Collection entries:
[Start of section]

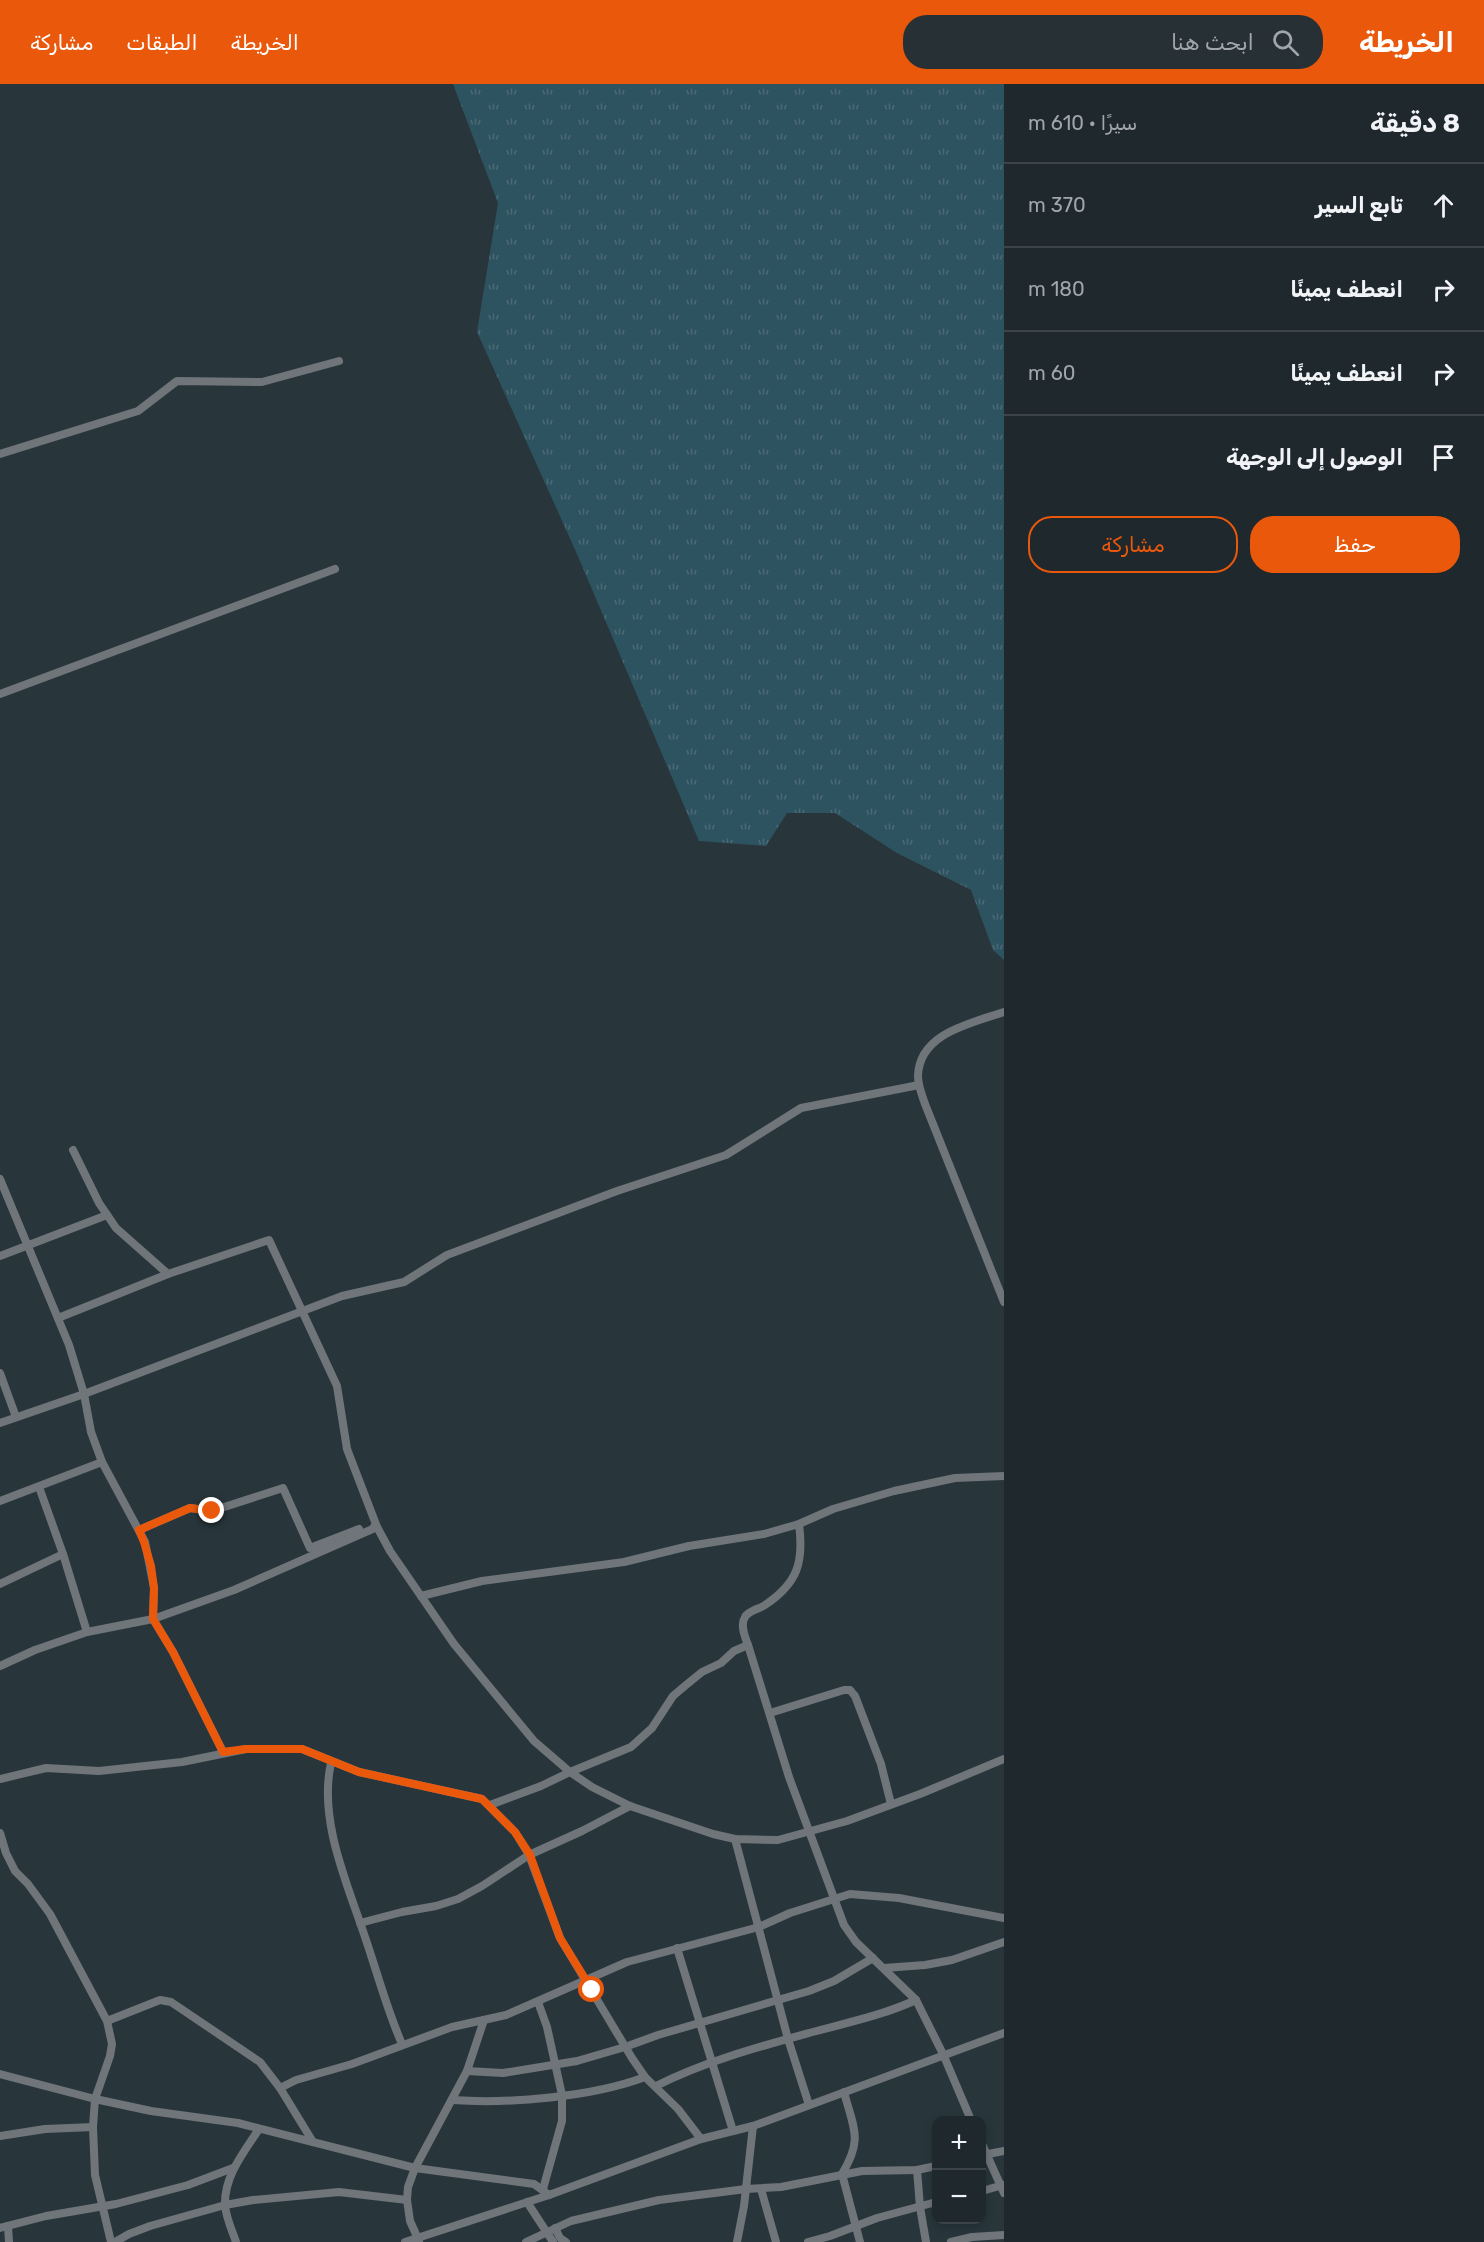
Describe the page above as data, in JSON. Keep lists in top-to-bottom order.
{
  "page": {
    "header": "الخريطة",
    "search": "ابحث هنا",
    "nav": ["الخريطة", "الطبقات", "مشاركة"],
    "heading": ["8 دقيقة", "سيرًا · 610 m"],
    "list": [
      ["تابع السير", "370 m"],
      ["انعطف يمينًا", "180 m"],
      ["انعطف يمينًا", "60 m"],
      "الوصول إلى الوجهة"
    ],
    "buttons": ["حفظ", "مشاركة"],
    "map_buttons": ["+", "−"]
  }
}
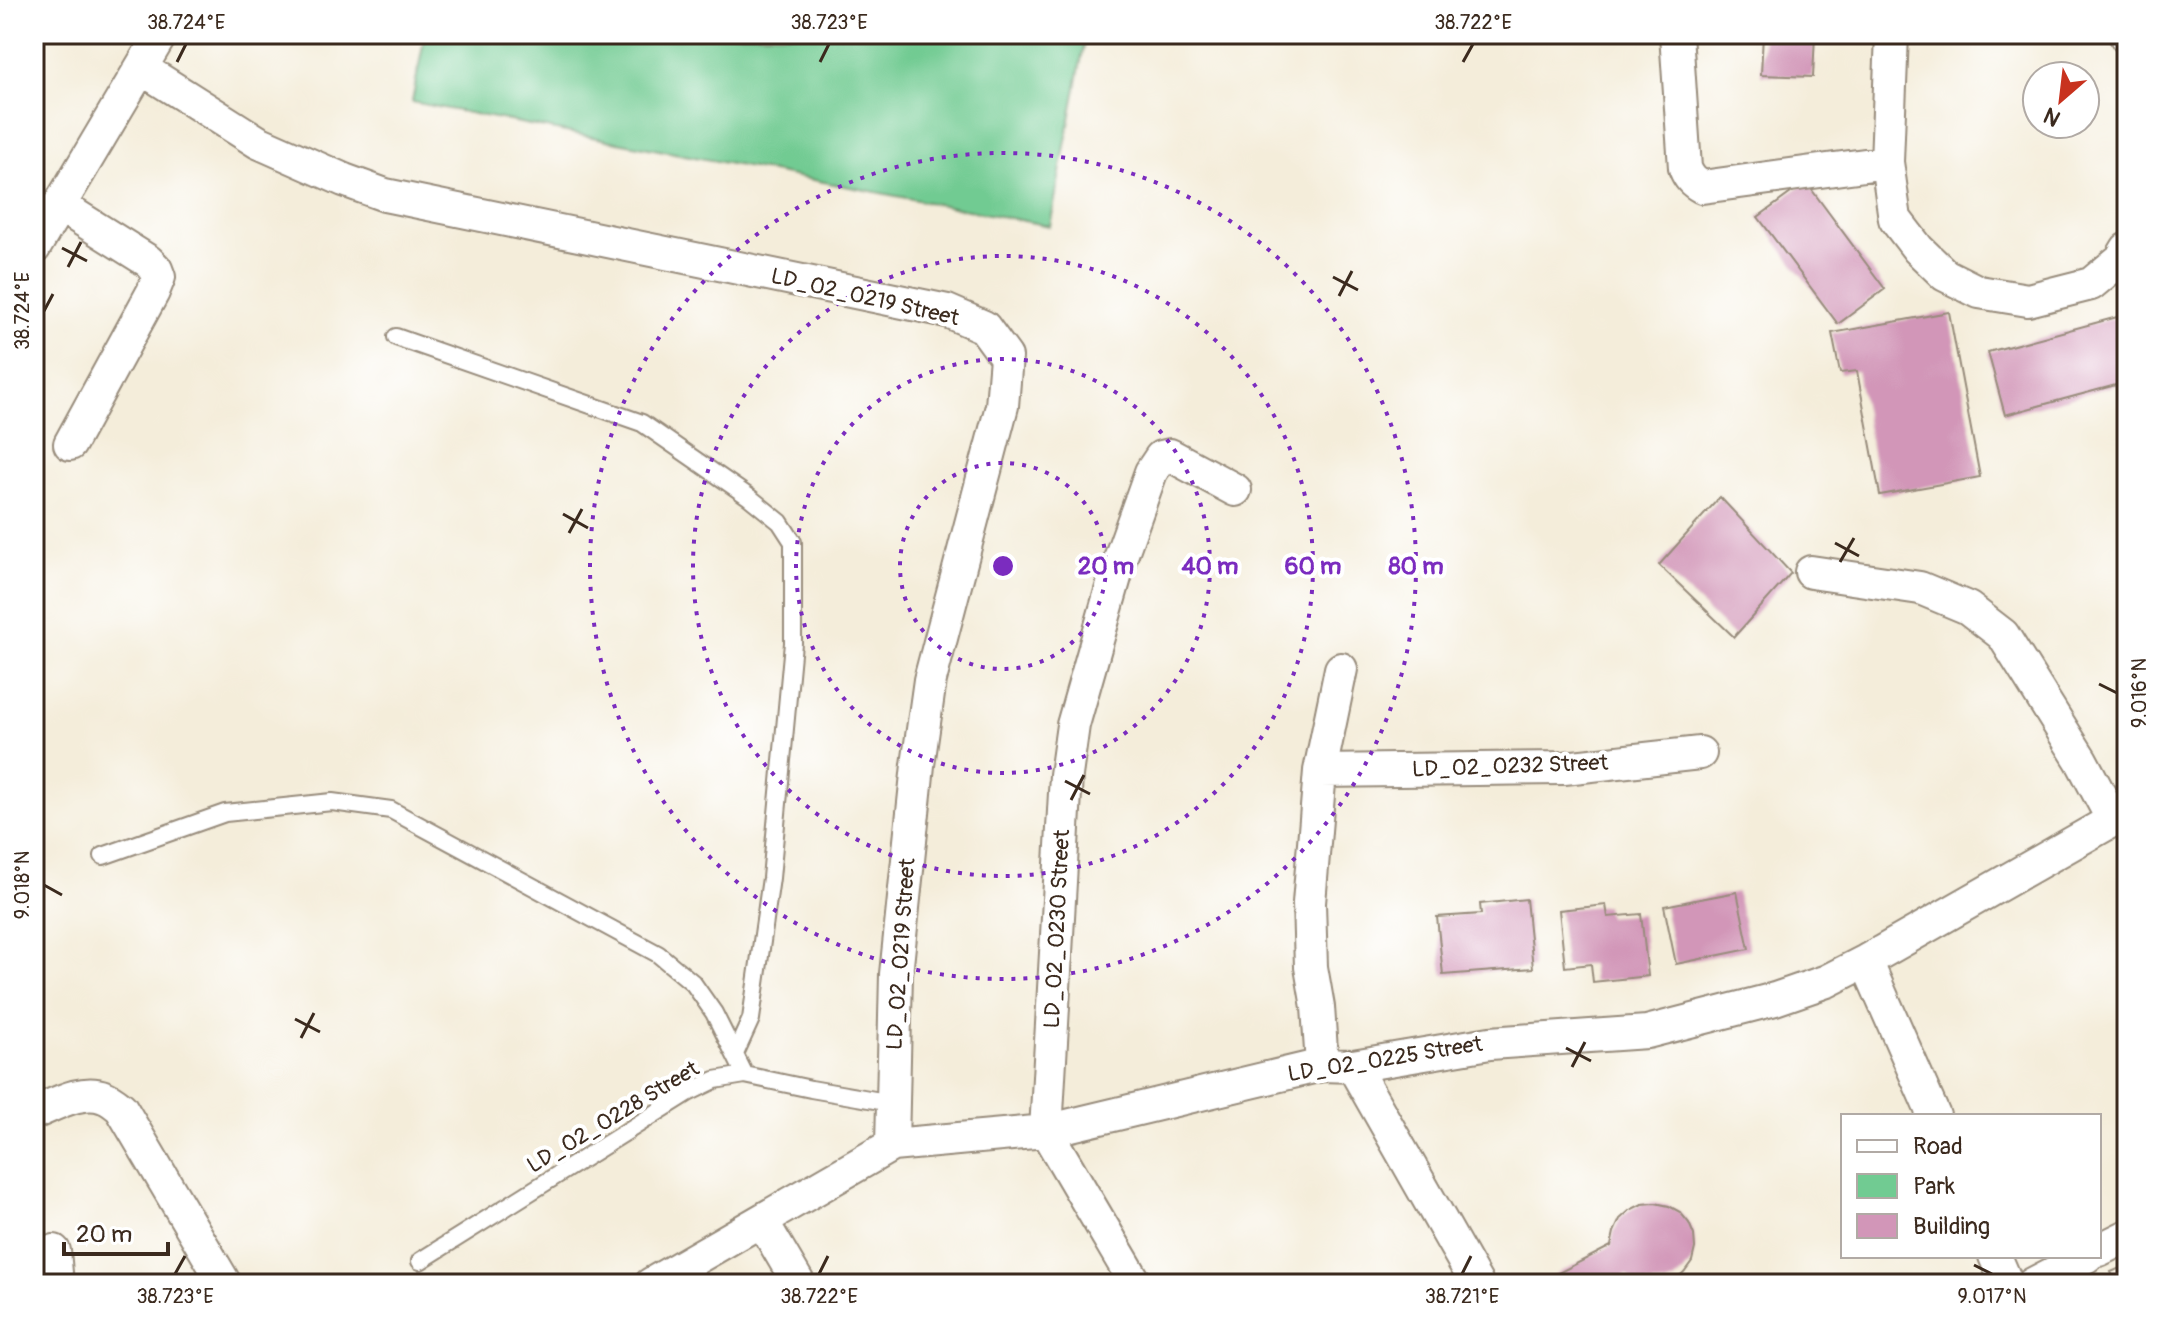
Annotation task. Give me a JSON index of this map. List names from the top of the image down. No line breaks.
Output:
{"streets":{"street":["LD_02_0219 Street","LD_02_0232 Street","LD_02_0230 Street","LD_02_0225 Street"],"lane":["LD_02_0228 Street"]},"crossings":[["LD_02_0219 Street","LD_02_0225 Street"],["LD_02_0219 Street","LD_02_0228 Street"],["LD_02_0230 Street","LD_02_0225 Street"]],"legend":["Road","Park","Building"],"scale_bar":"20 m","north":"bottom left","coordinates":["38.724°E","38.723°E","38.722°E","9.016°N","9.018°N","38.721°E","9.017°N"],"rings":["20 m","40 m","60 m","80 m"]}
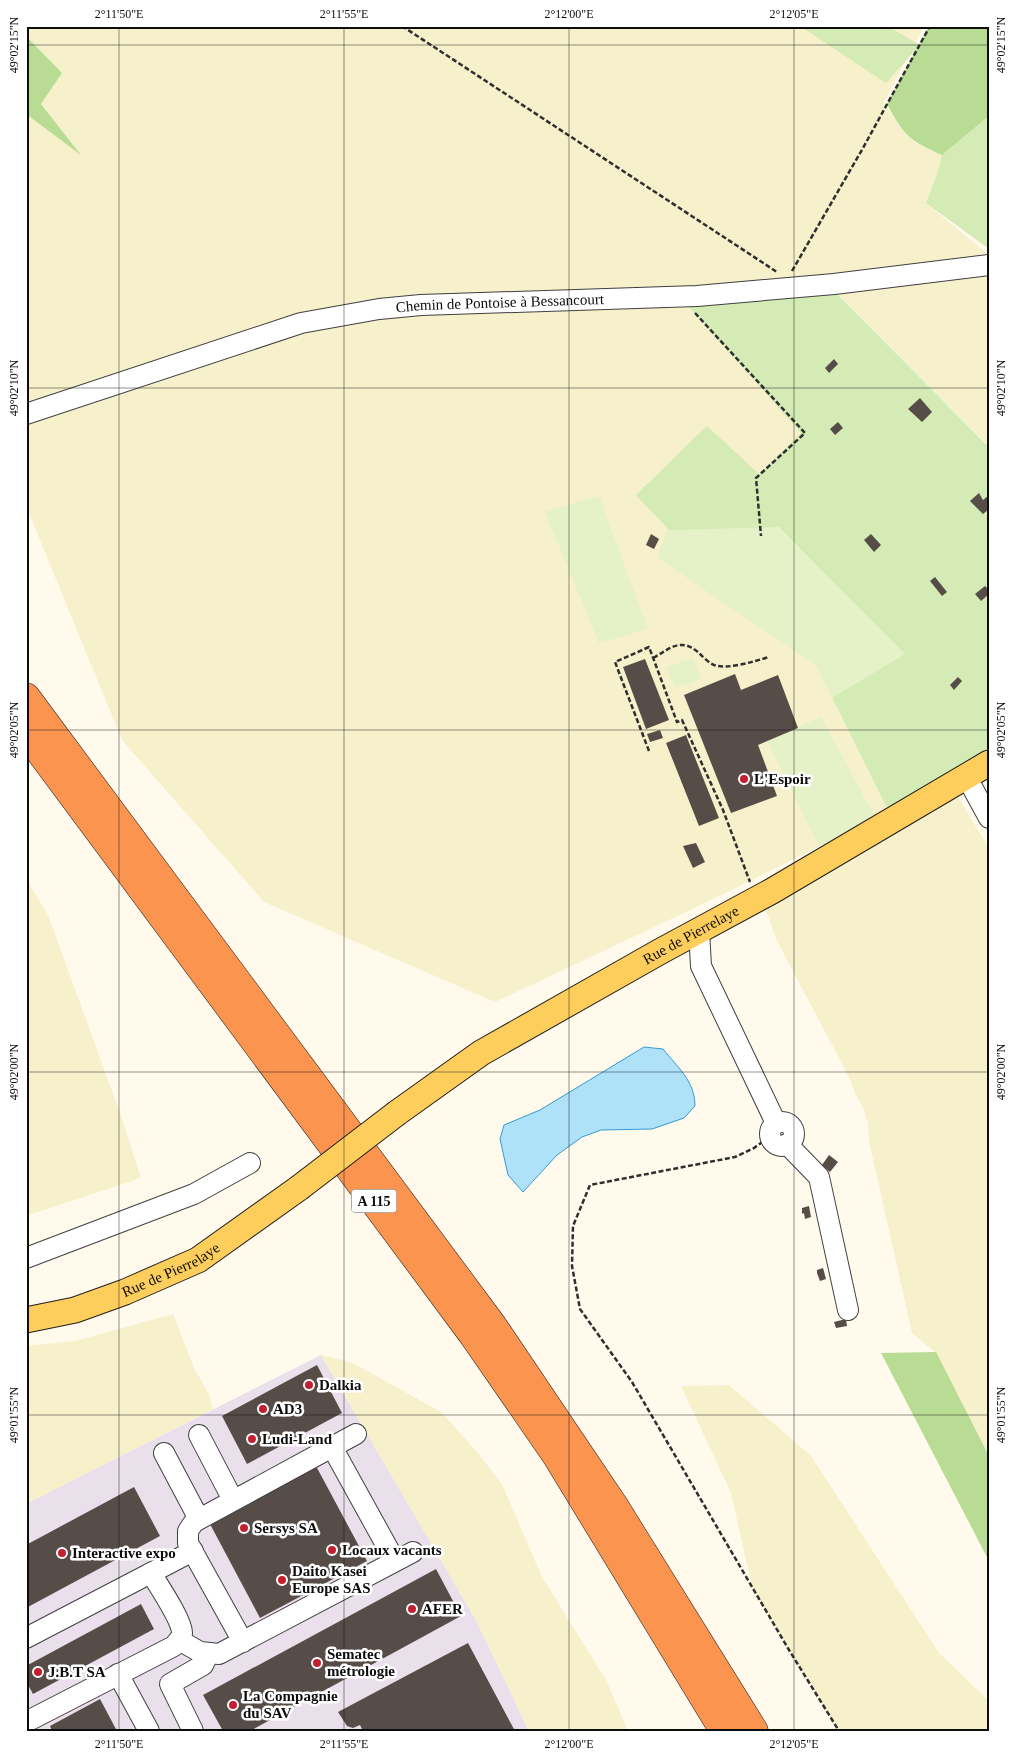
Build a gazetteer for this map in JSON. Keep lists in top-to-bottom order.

[End of section]

- _Exercise_
Word for word, restate all of the records. Exclude the pictures.

- _Answer space_
Describe the page above as data, in JSON. Keep lists in top-to-bottom order.
{
  "page": {
    "header": "الخريطة",
    "search": "ابحث هنا",
    "nav": ["الخريطة", "الطبقات", "مشاركة"],
    "heading": ["8 دقيقة", "سيرًا · 610 m"],
    "list": [
      ["تابع السير", "370 m"],
      ["انعطف يمينًا", "180 m"],
      ["انعطف يمينًا", "60 m"],
      "الوصول إلى الوجهة"
    ],
    "buttons": ["حفظ", "مشاركة"],
    "map_buttons": ["+", "−"]
  }
}
Annotation task. Give me a JSON index of this map. List names from the top of the image down. No line breaks.
Output:
{"streets":{"street":["LD_02_0219 Street","LD_02_0232 Street","LD_02_0230 Street","LD_02_0225 Street"],"lane":["LD_02_0228 Street"]},"crossings":[["LD_02_0219 Street","LD_02_0225 Street"],["LD_02_0219 Street","LD_02_0228 Street"],["LD_02_0230 Street","LD_02_0225 Street"]],"legend":["Road","Park","Building"],"scale_bar":"20 m","north":"bottom left","coordinates":["38.724°E","38.723°E","38.722°E","9.016°N","9.018°N","38.721°E","9.017°N"],"rings":["20 m","40 m","60 m","80 m"]}
Build a gazetteer for this map in JSON. Keep lists in top-to-bottom order.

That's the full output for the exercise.